It was fate, really. I went in with the intention of starting class in Computer Information Technology. I thought I could knock it out first, what with the courses from my previous degree(s) still on my record.
My new advisor was out, so another professor in the Business Dept. helped me out. Or, tried, really. She couldn't work around the system to my satisfaction, so I left, and changed my major to my 'second choice' - Automotive Technology.
Kinda different, right?
Well, that's true. But that's true about just about everything I do. I go to left field quite often, just to stretch myself. This time, though, it was more about being comfortable.
See, I grew up in a shop, garage, or grease pit of one kind or another. I would run to see my dad slaving under a big rig, getting greasy, shooting the breeze with the other men, and trying to figure out how one problem begat the next. I remember thinking by the time I was in my teens, that the smell of grease and diesel fuel really smelled -- friendly. Welcoming? Homey? Let's just say I liked it. And I like hearing Dad describe how the guys thought this one thing was the problem, and how he corrected them with a simpler fix. "School doesn't teach anything these days", he would say.
Dad only finished the 8th grade, but he'd been under a car or truck since after his return from Germany as a Screaming Eagle Paratrooper. He went just about everywhere to make a living - learning his way around this Mack B model and that Freightliner. Let's just say that song - "I've been everywhere, man", rang true with him.
After finally settling down in NC in 1970, he found jobs here and there at one shop or another, supporting the family the best a mechanic can. Oh, there was drinking, and rowdy times, and racing during that time, but we never really starved. Even during the layoffs. Dad and Mom were handy that way - pre-baby boomers that they are.
The first shop I really remember being in was Plemmons and Irving Produce in Winston-Salem, right across from the Dixie Classic Fairgrounds. His coworker Amigo, as we called him, threw me up into a banana scale and weighed me. He swung me around before putting me down, and told me I wasn't as big as a crate of bananas. Funny the things that stick in our memories, huh?

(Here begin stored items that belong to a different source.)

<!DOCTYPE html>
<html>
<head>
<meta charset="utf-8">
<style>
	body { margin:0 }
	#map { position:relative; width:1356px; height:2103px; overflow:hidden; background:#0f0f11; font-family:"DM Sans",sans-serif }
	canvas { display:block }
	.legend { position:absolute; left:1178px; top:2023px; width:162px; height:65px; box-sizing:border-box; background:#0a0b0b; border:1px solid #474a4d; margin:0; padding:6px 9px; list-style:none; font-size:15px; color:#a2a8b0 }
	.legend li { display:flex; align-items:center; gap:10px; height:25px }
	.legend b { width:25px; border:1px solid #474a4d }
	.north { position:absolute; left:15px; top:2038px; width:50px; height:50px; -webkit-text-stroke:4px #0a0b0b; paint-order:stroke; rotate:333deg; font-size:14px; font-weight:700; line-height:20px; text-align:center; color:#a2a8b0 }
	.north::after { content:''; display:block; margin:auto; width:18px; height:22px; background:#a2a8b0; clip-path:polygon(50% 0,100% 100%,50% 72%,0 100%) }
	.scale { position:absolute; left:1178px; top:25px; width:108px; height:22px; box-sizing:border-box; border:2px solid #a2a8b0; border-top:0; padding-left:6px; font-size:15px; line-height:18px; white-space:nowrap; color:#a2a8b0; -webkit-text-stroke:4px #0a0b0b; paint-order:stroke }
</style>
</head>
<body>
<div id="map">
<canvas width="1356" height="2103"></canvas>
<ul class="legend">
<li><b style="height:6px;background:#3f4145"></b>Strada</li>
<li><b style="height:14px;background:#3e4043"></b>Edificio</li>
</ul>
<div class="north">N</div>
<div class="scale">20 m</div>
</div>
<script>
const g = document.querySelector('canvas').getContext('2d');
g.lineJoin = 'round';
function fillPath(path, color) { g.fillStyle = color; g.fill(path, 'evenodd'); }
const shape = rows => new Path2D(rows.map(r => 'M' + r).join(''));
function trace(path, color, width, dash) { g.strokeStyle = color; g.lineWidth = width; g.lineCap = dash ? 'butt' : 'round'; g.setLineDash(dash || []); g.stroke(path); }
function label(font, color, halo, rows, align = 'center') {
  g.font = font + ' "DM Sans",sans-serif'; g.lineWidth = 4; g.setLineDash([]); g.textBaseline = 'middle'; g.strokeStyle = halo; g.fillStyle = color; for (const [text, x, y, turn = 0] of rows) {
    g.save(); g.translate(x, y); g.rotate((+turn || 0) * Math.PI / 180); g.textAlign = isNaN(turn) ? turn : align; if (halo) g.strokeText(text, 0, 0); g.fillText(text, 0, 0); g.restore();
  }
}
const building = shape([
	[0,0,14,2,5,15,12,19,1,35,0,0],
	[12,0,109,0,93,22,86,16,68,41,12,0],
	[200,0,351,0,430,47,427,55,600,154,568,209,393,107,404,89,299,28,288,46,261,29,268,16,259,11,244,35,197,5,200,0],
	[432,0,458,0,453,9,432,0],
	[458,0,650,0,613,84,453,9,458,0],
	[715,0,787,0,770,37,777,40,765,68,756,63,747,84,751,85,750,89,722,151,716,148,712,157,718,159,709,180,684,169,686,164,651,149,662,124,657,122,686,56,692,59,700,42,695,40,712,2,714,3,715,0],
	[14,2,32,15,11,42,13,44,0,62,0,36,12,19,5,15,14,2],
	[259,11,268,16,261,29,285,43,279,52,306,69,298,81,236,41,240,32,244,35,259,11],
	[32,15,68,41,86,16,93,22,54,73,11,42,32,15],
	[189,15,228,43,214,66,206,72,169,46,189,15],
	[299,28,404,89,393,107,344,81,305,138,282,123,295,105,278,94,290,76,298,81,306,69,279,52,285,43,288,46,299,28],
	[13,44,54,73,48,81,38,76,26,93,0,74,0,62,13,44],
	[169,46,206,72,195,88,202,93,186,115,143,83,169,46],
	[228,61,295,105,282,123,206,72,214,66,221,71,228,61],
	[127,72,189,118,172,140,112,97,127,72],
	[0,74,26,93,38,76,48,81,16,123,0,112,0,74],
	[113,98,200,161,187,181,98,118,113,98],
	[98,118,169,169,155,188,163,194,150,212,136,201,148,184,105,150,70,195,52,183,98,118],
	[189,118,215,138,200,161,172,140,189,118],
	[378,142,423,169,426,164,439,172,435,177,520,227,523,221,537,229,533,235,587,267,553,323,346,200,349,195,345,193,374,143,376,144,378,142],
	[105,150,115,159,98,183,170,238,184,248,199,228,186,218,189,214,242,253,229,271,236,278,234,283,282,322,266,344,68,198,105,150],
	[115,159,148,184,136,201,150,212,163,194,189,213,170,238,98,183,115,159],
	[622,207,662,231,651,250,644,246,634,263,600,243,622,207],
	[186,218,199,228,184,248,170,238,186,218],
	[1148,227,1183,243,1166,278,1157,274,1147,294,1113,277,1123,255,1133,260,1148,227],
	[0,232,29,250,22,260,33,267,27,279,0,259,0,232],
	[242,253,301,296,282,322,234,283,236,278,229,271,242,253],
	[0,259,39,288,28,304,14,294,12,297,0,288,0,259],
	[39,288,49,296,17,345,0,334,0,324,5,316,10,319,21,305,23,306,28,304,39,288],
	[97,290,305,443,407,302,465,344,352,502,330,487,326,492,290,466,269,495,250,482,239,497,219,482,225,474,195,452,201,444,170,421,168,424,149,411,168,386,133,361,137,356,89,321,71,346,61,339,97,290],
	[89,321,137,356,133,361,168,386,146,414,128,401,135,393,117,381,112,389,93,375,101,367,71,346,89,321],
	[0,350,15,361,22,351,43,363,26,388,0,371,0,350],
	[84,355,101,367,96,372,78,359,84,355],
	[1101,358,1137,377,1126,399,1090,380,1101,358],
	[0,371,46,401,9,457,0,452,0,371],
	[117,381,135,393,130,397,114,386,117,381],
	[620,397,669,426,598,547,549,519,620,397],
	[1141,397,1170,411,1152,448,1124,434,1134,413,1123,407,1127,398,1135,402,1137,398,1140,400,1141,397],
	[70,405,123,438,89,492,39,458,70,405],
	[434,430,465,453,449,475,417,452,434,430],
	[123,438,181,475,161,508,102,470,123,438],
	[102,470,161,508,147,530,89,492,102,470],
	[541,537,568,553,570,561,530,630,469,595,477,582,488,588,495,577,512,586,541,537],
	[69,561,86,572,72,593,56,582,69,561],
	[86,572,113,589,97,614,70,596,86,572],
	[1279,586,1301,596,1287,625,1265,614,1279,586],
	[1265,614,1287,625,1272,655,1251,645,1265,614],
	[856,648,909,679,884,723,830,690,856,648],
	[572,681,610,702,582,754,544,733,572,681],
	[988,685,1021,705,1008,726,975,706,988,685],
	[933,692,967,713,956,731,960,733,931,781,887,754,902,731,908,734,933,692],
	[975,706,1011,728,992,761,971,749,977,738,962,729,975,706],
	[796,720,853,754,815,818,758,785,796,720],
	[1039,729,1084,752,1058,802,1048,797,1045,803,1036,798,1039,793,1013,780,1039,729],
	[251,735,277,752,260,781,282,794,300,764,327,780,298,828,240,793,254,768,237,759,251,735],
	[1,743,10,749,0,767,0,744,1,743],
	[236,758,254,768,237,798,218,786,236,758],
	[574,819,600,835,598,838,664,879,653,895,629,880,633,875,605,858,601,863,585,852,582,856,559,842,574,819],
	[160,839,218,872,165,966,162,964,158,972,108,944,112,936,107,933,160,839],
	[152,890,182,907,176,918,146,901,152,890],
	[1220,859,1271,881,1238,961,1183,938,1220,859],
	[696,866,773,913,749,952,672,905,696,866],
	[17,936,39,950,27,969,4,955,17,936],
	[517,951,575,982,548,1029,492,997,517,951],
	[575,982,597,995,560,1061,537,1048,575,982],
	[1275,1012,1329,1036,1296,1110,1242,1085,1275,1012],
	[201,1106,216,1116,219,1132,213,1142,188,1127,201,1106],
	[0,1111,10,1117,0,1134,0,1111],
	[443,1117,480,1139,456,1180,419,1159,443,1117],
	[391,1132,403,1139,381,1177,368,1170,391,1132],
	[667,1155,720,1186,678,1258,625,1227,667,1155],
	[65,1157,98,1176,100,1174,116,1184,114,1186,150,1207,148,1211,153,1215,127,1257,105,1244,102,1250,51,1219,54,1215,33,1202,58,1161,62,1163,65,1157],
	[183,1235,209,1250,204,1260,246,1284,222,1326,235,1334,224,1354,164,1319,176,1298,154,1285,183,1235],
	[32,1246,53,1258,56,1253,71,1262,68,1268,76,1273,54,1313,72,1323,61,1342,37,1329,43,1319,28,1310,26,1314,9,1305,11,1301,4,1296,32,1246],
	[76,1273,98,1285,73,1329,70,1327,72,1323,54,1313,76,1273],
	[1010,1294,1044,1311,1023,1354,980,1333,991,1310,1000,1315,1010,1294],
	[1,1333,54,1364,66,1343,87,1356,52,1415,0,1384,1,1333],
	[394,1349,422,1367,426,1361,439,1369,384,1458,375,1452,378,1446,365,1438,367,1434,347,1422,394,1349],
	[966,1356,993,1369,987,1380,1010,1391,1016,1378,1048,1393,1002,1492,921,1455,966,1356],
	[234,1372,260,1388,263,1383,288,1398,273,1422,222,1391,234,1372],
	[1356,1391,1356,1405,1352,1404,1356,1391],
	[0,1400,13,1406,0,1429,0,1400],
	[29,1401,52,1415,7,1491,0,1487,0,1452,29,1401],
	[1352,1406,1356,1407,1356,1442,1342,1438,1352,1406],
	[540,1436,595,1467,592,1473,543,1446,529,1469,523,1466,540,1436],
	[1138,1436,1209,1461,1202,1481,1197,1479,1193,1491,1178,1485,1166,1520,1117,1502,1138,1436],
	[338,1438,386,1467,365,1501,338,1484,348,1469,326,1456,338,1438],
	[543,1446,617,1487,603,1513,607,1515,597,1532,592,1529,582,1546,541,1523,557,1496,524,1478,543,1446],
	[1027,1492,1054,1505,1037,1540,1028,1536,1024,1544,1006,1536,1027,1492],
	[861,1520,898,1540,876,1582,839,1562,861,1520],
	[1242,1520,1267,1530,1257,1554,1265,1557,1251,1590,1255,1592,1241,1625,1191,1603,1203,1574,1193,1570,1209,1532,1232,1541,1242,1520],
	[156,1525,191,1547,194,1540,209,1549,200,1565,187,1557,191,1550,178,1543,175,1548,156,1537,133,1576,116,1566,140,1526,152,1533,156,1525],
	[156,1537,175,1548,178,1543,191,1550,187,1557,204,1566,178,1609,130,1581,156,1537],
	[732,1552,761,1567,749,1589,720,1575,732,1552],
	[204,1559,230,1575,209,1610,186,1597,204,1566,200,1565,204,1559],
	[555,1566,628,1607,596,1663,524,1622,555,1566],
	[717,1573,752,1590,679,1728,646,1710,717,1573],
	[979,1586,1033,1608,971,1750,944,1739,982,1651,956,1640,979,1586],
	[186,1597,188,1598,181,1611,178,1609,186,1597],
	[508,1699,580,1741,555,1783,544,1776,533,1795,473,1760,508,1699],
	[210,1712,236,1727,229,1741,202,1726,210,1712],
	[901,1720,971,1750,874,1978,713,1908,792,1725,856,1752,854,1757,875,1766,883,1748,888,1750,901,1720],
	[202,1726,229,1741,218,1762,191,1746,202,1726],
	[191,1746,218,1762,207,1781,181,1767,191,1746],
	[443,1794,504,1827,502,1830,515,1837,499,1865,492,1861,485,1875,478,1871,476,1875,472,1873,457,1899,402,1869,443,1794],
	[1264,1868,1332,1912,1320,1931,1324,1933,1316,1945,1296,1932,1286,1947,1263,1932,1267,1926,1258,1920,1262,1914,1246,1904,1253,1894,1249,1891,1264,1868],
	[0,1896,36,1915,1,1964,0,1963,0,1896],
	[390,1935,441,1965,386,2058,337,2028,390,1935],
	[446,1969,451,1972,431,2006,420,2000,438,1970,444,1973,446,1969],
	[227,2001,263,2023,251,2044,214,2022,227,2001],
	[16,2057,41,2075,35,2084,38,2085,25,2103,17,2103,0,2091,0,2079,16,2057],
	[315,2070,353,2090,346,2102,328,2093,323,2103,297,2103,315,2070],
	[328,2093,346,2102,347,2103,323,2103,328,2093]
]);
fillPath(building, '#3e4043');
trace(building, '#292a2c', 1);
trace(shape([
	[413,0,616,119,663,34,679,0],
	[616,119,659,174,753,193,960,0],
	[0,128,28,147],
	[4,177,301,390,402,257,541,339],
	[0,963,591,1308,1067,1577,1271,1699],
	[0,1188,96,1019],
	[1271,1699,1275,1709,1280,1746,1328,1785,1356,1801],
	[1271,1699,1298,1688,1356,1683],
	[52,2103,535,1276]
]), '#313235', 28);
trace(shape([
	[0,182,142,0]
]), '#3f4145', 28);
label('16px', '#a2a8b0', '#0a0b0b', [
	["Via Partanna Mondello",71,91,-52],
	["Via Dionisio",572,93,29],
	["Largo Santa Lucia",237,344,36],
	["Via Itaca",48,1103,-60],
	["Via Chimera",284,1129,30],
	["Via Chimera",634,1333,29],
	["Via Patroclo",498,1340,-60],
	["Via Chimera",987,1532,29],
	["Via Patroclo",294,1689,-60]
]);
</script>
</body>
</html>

Anyway, there are stories galore that dot my childhood from this shop or that, as invariably, Dad would get comfortable at one place, just to find out the company was going under, or downsizing, or being bought out. The constant was our shop in the back yard that Dad built in the early 90's. We worked on everything in that shop, from lawnmowers to mudbuggies, to my brother's Chevy 350 hot rod.
Then I started working on things of my own, with Dad's supervision. The biggest project was rebuilding my first car, an 81 Buick Riviera, after I blew the head gasket. That probably taught me the most about the insides of an engine. From then on, I could spout big words like "rear differential gear ratio" and I knew common trick questions - like "where's the radiator on a VW Bug".
All that brought me here, to finally decide to take the plunge, and instead of learning via the school of hard knocks, to let an institution of 'higher learning' school me in proper car etiquette, and bring me up-to-date on all these new-fangeled electronics.
I met with Hardin Kennedy, my new advisor, and I was registered before I knew it. Smooth.
So this is my blog about my exploits as a girl mechanic. Learning more, experiencing new things, teaching the boys a thing or two (hopefully), and empowering other women to do it 'their dang selves'. My ultimate goal? Teaching other women how to care for their own car, do emergency repairs, and routine maintenance. I'll do the rest. And I'll call my garage - MechaniChics.
LOVE LOVE LOVE it!!! All of it. The Blog. The Exploit! The Mechanichic!!!! You are totally AWESOME!